Two weeks later Merton again wrote to Sabbath in answer to her response to the above letter. He shows his sense of the limitations and shallowness of merely psychological approaches to religious experience. More illusion than truth may result, he feared. "If all you are looking for," he told her, "is psychological integration, then makyo, OK, then maybe mescaline, God knows, I don't... But what I am trying to say is that when the development of the religious (and mystical) consciousness really gets going, all this makyo, visions, oceanic feelings, lights and music, rapture, etc. etc. is really irrelevant and can become an obstacle." (Sabbath, Linda 12.17.65 HGL521)

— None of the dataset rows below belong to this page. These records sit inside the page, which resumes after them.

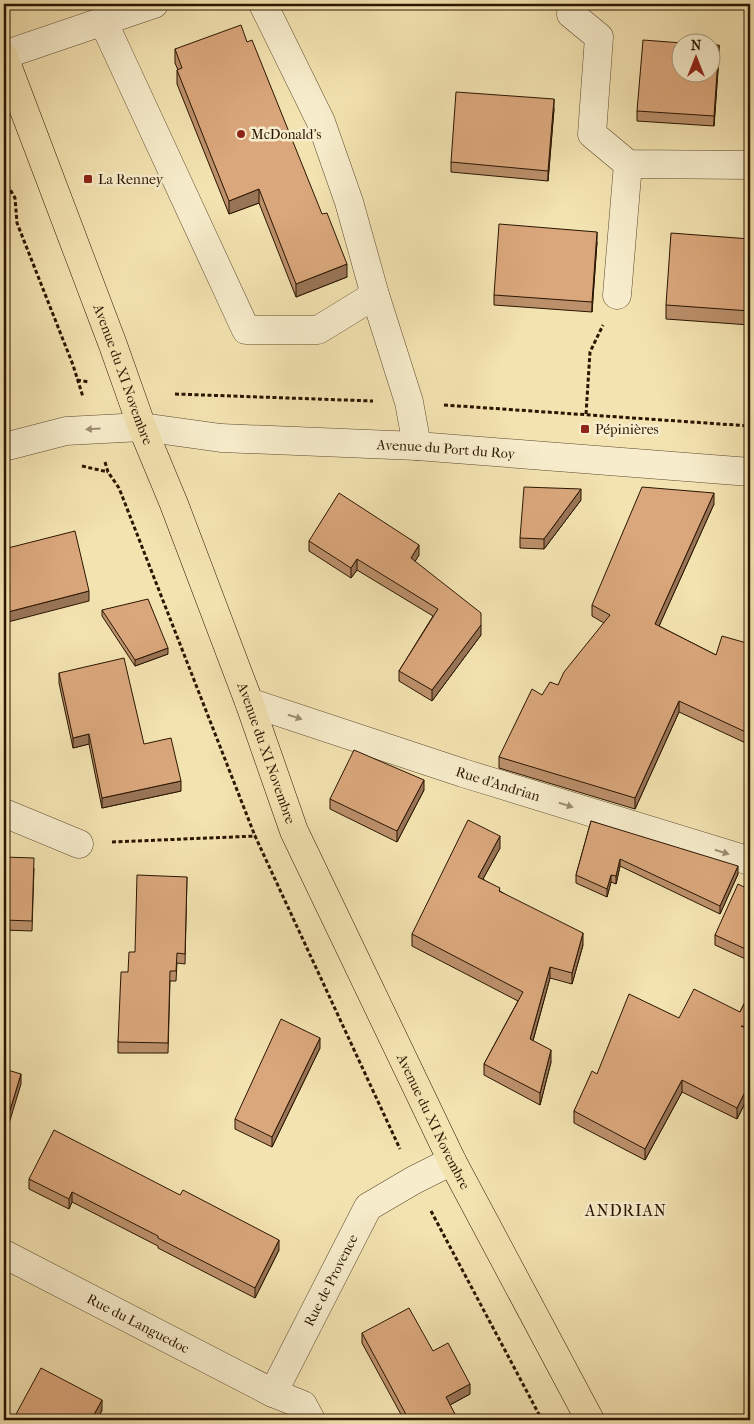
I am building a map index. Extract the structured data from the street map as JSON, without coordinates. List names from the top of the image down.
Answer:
{
  "streets": {
    "main road": ["Avenue du XI Novembre"],
    "street": [
      "Avenue du Port du Roy",
      "Rue d'Andrian",
      "Rue de Provence",
      "Rue du Languedoc"
    ]
  },
  "crossings": [
    ["Avenue du XI Novembre", "Avenue du Port du Roy"],
    ["Avenue du XI Novembre", "Rue d'Andrian"],
    ["Avenue du XI Novembre", "Rue de Provence"],
    ["Rue de Provence", "Rue du Languedoc"]
  ],
  "one_way": ["Rue d'Andrian"],
  "districts": ["ANDRIAN"],
  "places": {
    "other": ["McDonald's"],
    "transit": ["La Renney", "Pépinières"]
  },
  "north": "top"
}
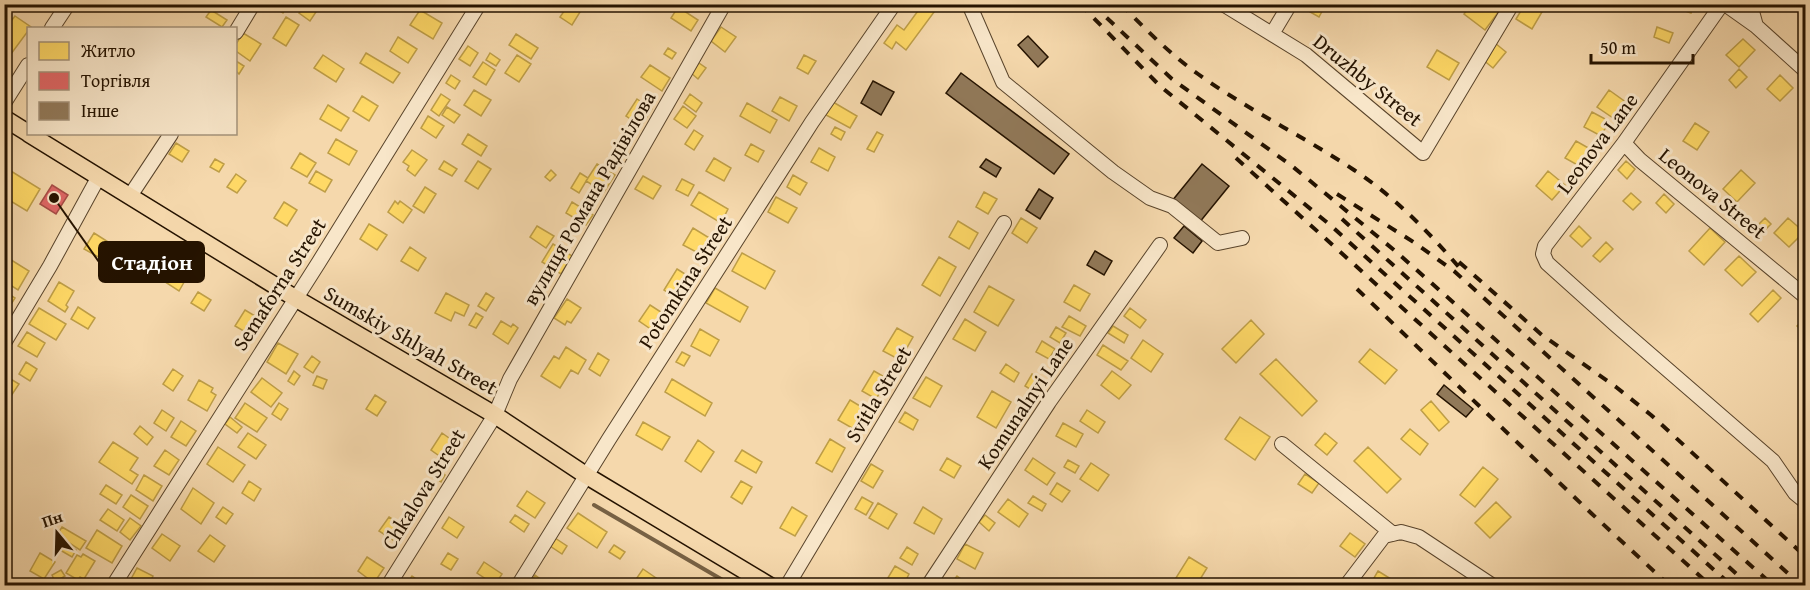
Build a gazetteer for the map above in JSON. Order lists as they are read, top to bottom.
{
  "streets": {
    "main road": ["Sumskiy Shlyah Street"],
    "street": [
      "Druzhby Street",
      "Leonova Lane",
      "Leonova Street",
      "вулиця Романа Радівілова",
      "Potomkina Street",
      "Semaforna Street",
      "Svitla Street",
      "Komunalnyi Lane",
      "Chkalova Street"
    ]
  },
  "crossings": [
    ["Leonova Lane", "Leonova Street"],
    ["вулиця Романа Радівілова", "Sumskiy Shlyah Street"],
    ["вулиця Романа Радівілова", "Chkalova Street"],
    ["Potomkina Street", "Sumskiy Shlyah Street"],
    ["Semaforna Street", "Sumskiy Shlyah Street"],
    ["Sumskiy Shlyah Street", "Chkalova Street"]
  ],
  "places": ["Стадіон"],
  "legend": ["Житло", "Торгівля", "Інше"],
  "scale_bar": "50 m",
  "north": "top"
}
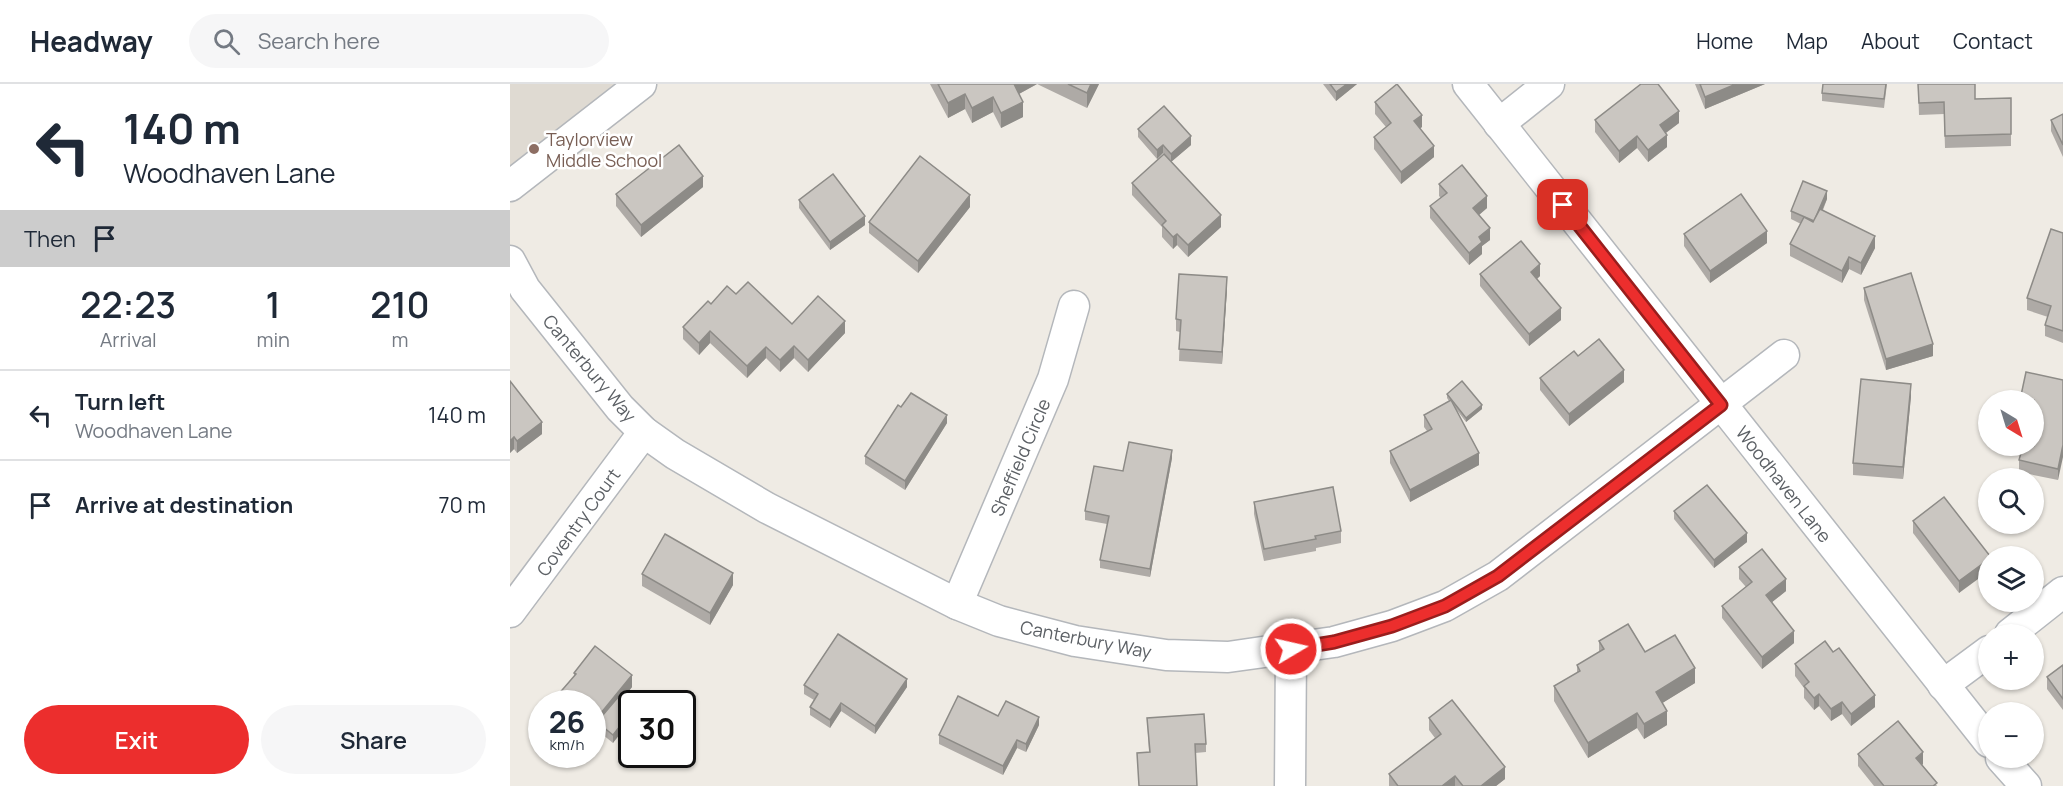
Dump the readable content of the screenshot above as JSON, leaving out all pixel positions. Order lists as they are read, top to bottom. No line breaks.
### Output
{"streets":{"street":["Canterbury Way","Sheffield Circle","Woodhaven Lane","Coventry Court"]},"crossings":[["Canterbury Way","Sheffield Circle"],["Canterbury Way","Woodhaven Lane"],["Canterbury Way","Coventry Court"]],"places":["Taylorview Middle School"],"north":"bottom right","page":{"header":"Headway","search":"Search here","nav":["Home","Map","About","Contact"],"turn":["140 m","Woodhaven Lane"],"then":"Then","eta":["22:23","Arrival","1","min","210","m"],"list":[{"name":"Turn left","note":"Woodhaven Lane","value":"140 m"},{"name":"Arrive at destination","value":"70 m"}],"map_buttons":["+","−"],"speed":"26 km/h","limit":"30","buttons":["Exit","Share"]}}
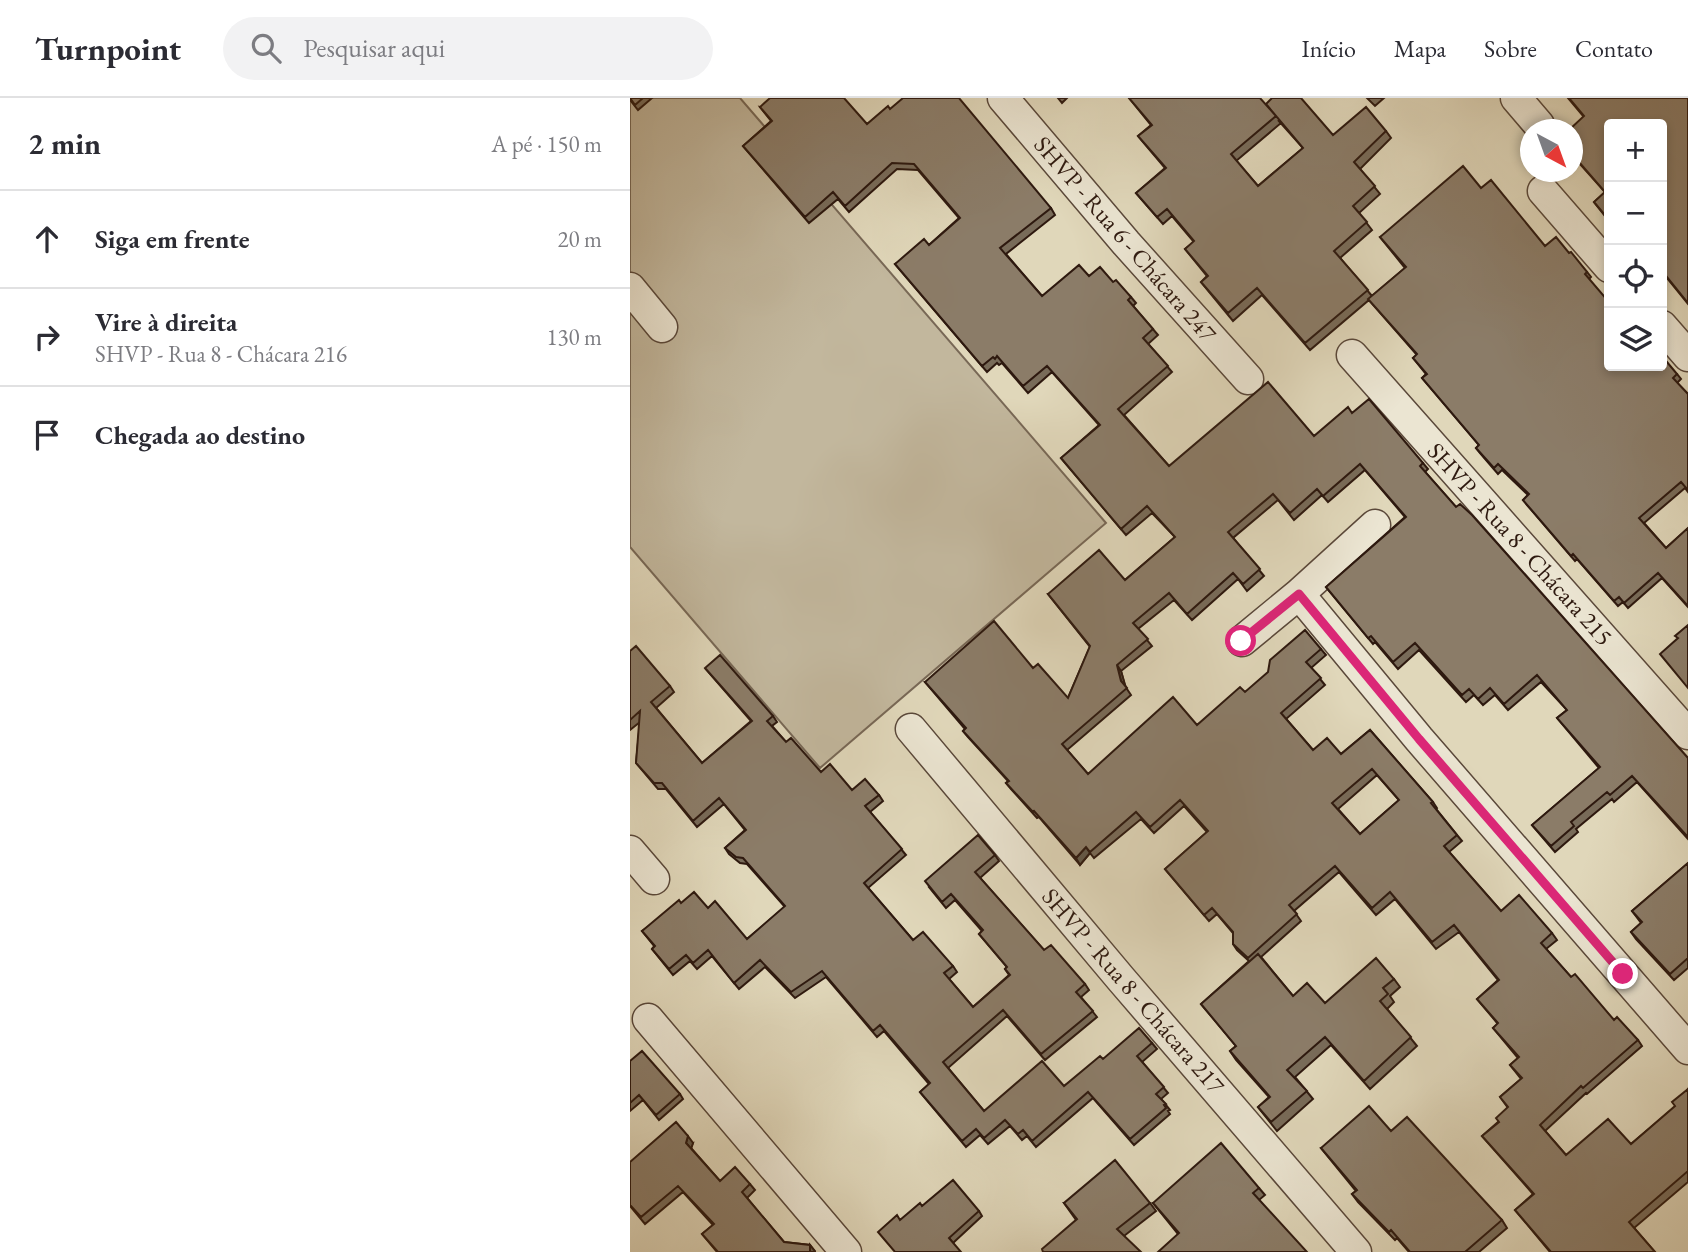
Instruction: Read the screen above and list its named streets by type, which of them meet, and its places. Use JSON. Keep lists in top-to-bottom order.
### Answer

Two views of Merton from the cover of a DVD by Morgan Atkinson. You can view excerpts from the DVD at: www.morganatkinson.com

One month later the Trappist commented to Sabbath on the dangers of the subjective and emotional dimensions of religious experience. He observed that she was apparently focused more on the subject experiencing this and that rather than on God. "There is nothing wrong with being subjective, and there is a time for it. The point is, however, not to get bogged down in it and examine too minutely what 'I feel' and why 'I' feel it. Because, after all, it is all pretty accidental." (Sabbath, Linda 1.13.66 HGL 522-3)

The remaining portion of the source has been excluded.